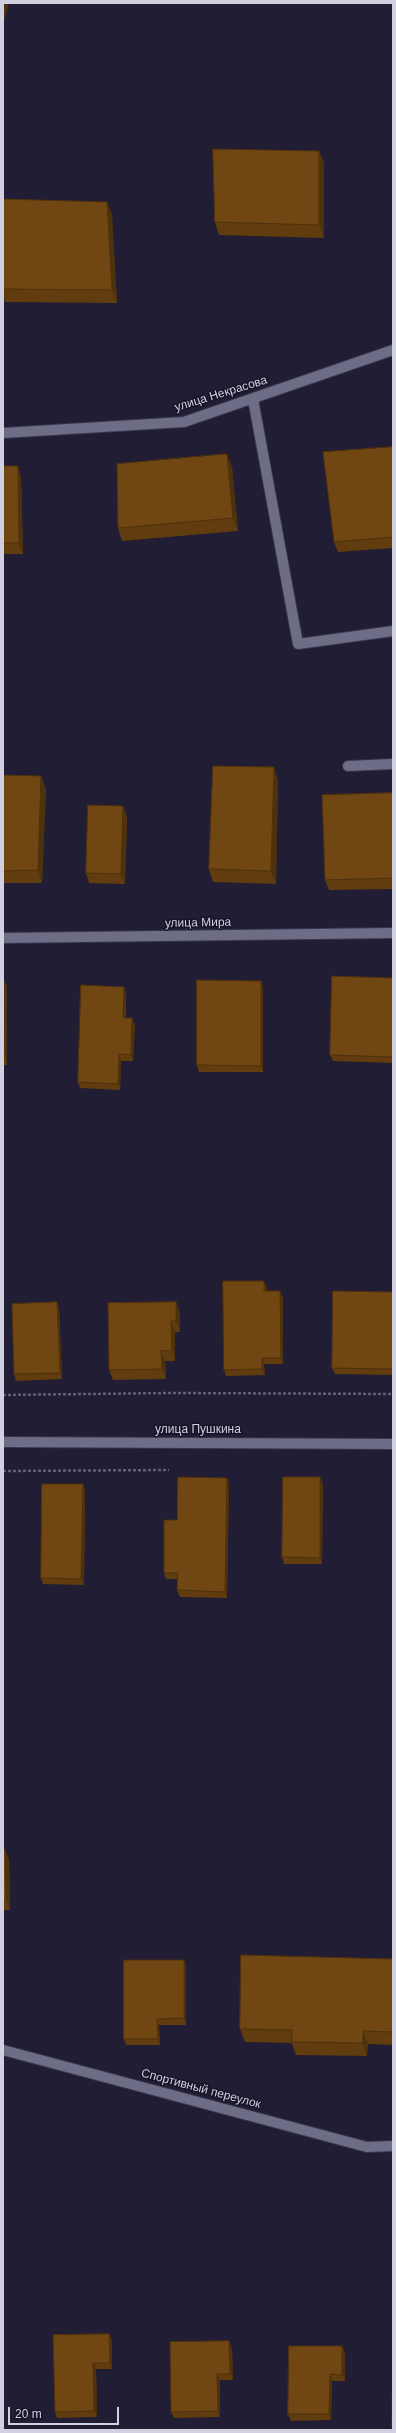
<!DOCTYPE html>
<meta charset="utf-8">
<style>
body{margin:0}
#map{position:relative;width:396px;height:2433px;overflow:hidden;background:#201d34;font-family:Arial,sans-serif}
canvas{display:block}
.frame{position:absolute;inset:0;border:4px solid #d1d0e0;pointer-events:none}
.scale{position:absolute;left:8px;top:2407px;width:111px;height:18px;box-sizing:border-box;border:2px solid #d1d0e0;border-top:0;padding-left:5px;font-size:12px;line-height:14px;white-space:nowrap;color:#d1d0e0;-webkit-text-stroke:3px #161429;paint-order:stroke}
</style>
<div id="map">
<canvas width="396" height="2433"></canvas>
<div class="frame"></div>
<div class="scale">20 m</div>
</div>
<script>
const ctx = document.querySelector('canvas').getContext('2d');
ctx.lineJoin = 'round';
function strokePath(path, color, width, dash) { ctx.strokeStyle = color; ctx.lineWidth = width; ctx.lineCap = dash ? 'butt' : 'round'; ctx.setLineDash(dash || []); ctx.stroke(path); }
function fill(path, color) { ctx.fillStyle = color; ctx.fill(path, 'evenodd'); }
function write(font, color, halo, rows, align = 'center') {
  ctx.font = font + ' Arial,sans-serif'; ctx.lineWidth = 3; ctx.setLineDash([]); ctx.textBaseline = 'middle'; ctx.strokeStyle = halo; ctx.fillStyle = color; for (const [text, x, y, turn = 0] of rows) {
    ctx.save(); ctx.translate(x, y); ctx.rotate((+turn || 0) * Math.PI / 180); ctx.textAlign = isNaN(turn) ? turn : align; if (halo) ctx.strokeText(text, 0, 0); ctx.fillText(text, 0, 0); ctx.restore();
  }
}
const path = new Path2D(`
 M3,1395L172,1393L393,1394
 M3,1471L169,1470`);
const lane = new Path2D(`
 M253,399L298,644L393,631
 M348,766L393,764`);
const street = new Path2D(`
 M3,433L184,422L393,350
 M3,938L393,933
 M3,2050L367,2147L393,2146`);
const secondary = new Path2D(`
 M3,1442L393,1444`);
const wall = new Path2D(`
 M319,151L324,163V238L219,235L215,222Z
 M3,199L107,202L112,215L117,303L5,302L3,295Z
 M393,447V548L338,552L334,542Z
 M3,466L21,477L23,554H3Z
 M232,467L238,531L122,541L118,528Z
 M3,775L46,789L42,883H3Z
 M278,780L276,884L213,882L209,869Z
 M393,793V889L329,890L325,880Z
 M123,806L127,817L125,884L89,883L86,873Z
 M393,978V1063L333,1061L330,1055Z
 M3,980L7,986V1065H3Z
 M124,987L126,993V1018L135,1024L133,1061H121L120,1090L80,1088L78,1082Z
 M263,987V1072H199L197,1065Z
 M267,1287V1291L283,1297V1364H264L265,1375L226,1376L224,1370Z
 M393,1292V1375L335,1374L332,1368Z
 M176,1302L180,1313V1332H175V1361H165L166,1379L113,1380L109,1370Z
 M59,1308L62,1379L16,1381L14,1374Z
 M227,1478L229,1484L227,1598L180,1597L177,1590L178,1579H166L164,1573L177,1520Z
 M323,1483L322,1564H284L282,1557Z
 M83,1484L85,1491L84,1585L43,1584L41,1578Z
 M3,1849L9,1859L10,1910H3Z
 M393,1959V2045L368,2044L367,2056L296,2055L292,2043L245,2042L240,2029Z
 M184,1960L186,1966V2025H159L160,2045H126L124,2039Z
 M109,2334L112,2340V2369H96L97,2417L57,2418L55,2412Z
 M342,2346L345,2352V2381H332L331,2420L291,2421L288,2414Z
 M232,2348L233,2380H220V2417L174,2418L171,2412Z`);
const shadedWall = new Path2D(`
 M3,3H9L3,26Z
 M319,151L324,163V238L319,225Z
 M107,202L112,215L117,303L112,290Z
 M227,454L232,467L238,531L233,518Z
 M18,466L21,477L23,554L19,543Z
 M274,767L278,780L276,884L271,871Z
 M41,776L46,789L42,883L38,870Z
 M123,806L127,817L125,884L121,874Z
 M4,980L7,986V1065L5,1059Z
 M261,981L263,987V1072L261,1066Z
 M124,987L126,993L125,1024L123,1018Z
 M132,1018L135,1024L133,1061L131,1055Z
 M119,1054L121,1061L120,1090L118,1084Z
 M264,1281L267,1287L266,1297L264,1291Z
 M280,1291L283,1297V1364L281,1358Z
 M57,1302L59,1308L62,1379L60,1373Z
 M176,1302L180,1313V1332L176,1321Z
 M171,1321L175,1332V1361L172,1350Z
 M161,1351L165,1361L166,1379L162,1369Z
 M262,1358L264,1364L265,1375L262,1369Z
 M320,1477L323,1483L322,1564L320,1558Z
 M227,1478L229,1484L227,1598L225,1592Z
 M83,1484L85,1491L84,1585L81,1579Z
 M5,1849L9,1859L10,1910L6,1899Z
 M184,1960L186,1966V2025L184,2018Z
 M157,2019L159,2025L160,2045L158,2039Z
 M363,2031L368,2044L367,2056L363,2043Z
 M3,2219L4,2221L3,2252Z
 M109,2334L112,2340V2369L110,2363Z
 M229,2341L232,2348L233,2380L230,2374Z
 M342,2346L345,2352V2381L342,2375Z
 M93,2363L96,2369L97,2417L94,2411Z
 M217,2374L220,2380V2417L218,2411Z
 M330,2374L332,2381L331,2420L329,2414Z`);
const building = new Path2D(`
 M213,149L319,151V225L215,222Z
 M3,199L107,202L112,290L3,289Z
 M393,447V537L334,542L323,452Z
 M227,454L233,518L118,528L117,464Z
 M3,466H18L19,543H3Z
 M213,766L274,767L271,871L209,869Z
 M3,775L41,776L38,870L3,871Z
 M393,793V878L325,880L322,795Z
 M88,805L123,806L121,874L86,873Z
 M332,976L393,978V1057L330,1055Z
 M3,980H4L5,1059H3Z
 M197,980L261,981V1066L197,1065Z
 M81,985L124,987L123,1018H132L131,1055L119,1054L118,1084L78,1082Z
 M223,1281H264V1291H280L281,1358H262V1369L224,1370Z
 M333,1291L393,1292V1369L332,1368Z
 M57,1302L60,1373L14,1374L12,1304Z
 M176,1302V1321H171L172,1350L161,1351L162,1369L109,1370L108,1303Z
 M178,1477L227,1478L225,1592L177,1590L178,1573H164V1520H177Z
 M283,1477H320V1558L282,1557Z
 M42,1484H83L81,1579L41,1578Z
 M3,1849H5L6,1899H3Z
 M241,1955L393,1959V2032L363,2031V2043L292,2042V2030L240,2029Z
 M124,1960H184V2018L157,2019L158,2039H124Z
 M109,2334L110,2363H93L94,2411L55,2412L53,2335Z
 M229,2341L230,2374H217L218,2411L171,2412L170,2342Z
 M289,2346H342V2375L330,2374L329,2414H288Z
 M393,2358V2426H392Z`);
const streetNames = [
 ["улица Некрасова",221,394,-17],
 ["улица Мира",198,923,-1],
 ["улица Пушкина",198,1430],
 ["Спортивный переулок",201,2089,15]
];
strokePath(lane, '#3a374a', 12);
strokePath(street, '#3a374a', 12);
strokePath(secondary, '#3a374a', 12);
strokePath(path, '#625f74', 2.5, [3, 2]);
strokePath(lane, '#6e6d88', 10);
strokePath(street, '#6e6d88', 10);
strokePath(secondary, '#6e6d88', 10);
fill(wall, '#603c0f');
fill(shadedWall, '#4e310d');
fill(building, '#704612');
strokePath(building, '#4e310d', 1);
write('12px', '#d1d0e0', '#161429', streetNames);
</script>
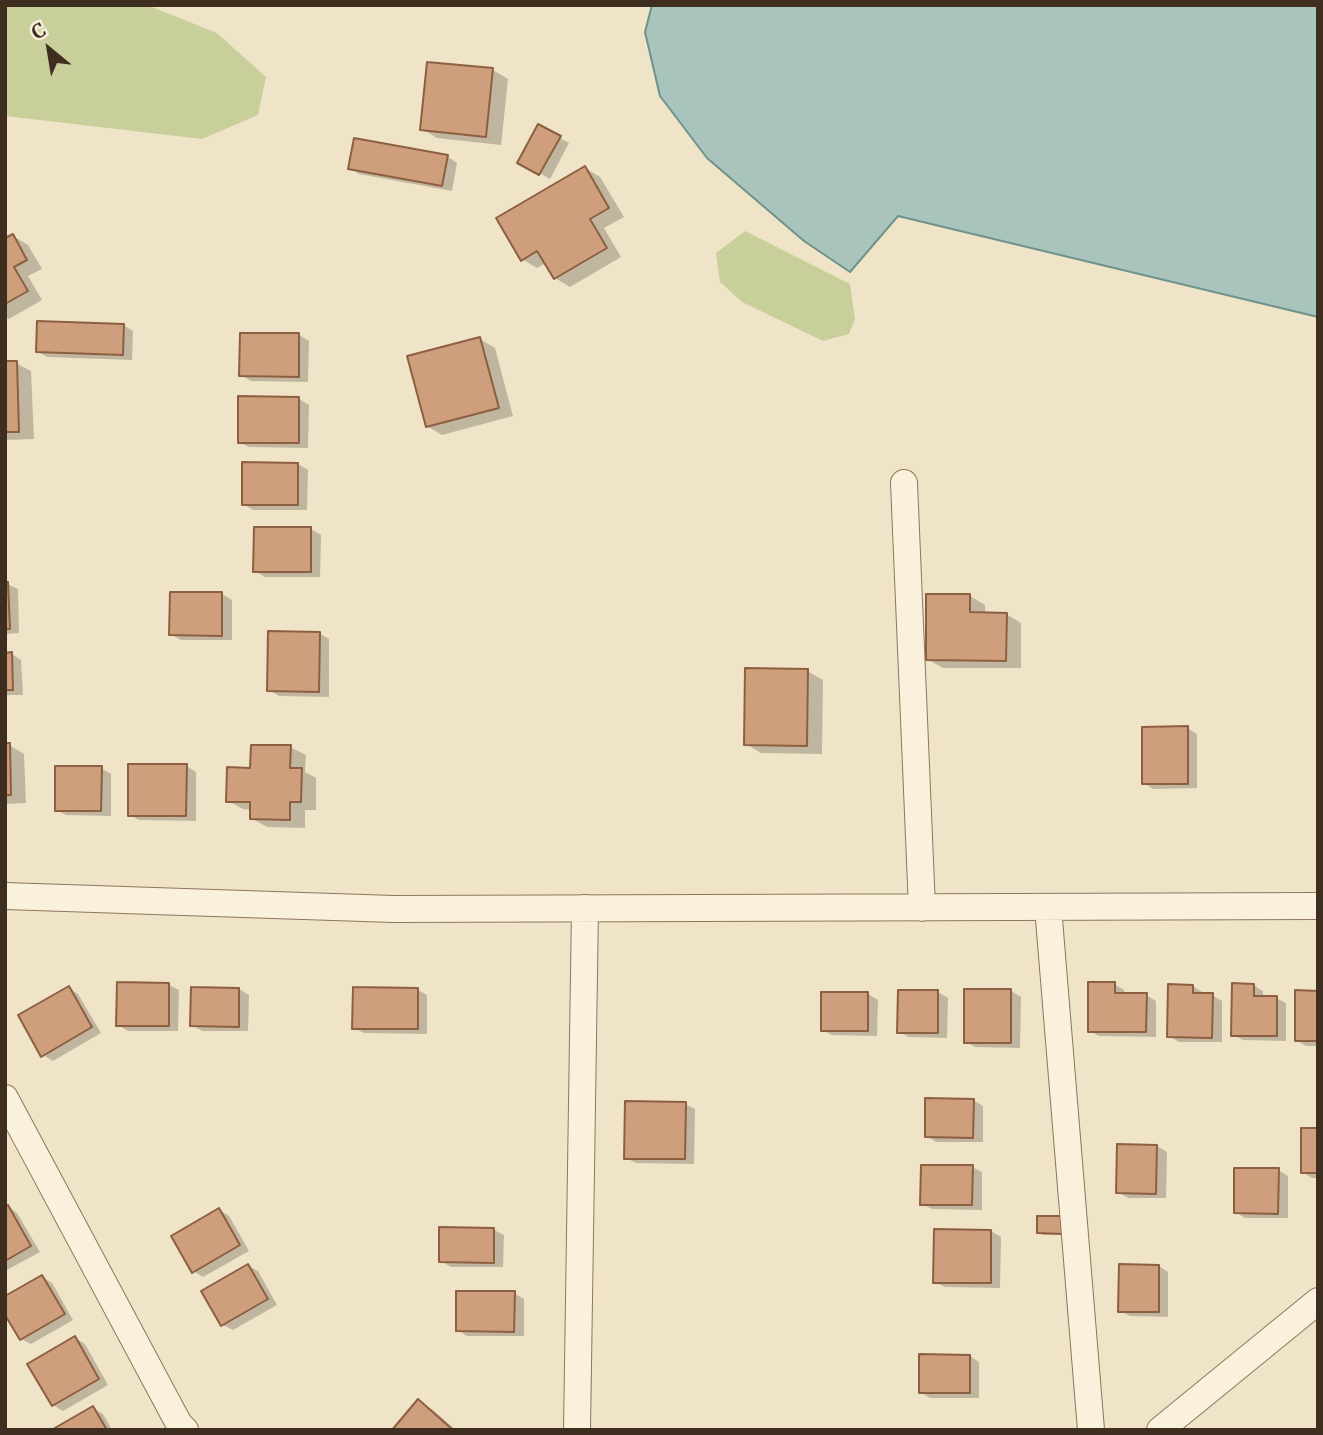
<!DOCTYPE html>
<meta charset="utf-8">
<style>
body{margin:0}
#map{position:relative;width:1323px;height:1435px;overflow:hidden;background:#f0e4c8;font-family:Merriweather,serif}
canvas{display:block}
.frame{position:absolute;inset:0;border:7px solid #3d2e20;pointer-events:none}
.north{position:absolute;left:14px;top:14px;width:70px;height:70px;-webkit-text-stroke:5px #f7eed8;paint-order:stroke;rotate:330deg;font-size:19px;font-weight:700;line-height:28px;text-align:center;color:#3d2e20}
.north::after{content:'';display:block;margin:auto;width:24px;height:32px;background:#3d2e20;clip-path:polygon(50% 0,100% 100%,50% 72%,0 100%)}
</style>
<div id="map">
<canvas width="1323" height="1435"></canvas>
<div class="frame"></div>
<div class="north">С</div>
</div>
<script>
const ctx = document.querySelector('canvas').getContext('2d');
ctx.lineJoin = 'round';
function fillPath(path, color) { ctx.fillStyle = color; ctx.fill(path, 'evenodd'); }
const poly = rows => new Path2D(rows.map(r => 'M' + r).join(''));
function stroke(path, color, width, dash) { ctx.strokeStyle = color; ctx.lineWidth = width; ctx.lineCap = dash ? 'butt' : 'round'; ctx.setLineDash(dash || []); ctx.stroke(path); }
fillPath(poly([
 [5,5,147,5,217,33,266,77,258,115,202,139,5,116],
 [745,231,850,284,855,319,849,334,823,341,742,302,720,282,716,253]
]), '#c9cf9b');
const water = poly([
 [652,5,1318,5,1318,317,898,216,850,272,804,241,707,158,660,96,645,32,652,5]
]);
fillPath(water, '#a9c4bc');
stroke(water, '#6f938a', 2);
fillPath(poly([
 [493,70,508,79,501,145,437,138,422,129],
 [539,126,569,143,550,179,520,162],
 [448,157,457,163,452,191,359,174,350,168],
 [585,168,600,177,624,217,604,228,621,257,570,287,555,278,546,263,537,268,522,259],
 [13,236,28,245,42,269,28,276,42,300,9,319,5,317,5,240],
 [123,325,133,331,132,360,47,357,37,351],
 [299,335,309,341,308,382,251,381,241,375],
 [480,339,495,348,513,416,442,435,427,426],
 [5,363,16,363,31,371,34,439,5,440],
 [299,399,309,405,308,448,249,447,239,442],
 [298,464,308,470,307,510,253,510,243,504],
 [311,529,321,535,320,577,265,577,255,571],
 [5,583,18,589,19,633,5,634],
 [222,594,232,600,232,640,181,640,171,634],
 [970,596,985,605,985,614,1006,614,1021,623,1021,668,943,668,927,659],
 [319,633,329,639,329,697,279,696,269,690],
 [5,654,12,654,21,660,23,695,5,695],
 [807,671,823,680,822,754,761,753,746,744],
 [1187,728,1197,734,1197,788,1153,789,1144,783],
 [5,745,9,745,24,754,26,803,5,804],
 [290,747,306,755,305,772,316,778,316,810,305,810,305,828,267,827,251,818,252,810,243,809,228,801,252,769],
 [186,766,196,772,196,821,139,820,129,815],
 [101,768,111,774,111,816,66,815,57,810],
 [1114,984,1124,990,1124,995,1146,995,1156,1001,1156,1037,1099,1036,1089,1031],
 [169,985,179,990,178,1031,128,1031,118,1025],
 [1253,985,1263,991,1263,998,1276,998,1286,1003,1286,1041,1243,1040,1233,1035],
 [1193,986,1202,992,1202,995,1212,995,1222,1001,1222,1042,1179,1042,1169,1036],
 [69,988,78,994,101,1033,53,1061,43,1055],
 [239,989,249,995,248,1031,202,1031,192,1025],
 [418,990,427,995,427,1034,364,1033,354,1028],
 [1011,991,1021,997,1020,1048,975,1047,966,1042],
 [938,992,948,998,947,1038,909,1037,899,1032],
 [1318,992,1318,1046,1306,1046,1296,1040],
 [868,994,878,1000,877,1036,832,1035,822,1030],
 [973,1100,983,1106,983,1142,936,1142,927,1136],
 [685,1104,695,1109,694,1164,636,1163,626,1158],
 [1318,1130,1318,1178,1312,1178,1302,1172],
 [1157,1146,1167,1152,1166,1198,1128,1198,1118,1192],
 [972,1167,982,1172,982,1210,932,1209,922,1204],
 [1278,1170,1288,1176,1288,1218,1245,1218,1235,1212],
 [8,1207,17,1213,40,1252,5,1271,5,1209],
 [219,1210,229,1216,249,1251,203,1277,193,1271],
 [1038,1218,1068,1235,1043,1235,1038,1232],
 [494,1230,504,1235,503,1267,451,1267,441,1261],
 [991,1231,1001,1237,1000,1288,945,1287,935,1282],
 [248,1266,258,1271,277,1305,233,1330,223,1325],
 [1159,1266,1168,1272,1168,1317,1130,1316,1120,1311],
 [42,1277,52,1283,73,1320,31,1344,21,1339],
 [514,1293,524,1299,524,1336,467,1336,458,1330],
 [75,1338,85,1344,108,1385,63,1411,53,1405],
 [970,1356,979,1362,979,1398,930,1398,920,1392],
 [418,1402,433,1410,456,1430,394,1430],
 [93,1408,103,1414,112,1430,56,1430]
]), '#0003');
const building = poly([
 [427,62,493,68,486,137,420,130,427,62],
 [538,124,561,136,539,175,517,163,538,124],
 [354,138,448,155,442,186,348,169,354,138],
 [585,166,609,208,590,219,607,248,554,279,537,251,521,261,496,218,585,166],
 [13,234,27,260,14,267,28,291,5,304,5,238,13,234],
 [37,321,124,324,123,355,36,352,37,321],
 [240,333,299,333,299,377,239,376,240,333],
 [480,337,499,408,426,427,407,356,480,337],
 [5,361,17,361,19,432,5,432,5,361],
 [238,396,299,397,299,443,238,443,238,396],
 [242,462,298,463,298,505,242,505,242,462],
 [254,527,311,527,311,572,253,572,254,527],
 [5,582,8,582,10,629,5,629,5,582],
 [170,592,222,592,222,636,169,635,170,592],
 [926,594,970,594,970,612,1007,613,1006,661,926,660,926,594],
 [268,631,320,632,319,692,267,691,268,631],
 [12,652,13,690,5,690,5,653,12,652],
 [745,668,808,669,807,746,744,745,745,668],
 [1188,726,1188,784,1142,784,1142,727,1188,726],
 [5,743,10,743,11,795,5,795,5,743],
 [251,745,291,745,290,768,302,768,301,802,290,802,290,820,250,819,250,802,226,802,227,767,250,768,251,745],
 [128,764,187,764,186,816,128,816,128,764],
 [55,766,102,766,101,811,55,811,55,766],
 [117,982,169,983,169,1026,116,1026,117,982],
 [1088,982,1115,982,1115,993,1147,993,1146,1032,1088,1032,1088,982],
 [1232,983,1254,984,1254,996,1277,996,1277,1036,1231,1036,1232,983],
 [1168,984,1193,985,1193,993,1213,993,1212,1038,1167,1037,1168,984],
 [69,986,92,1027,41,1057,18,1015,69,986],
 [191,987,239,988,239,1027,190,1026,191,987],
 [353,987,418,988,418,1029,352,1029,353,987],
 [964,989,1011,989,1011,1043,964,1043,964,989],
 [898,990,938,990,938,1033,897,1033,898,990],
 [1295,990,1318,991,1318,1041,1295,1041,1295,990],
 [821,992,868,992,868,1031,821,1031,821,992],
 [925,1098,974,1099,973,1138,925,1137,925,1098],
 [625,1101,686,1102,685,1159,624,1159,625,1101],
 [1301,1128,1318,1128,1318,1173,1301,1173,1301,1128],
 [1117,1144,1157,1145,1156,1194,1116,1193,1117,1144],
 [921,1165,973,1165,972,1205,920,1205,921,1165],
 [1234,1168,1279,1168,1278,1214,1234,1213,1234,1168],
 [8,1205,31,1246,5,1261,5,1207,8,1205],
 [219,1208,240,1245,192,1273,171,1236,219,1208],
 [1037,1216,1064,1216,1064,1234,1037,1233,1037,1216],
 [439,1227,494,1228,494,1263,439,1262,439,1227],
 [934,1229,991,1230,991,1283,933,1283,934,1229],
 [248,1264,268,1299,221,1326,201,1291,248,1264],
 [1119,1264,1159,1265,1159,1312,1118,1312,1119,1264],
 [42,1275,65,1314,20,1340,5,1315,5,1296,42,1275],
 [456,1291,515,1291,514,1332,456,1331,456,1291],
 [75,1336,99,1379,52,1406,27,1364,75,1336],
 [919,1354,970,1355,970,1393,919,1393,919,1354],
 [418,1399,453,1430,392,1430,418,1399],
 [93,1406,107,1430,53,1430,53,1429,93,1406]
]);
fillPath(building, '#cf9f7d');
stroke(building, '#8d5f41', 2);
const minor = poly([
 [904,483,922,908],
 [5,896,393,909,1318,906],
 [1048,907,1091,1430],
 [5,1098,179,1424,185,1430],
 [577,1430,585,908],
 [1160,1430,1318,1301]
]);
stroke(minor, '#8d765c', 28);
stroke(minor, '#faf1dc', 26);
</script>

• How to complete this task
Report each line of the material above where the word "halo" appears.

• Result
function write(font, color, halo, rows, align = 'center') {
  ctx.font = font + ' Arial,sans-serif'; ctx.lineWidth = 3; ctx.setLineDash([]); ctx.textBaseline = 'middle'; ctx.strokeStyle = halo; ctx.fillStyle = color; for (const [text, x, y, turn = 0] of rows) {
    ctx.save(); ctx.translate(x, y); ctx.rotate((+turn || 0) * Math.PI / 180); ctx.textAlign = isNaN(turn) ? turn : align; if (halo) ctx.strokeText(text, 0, 0); ctx.fillText(text, 0, 0); ctx.restore();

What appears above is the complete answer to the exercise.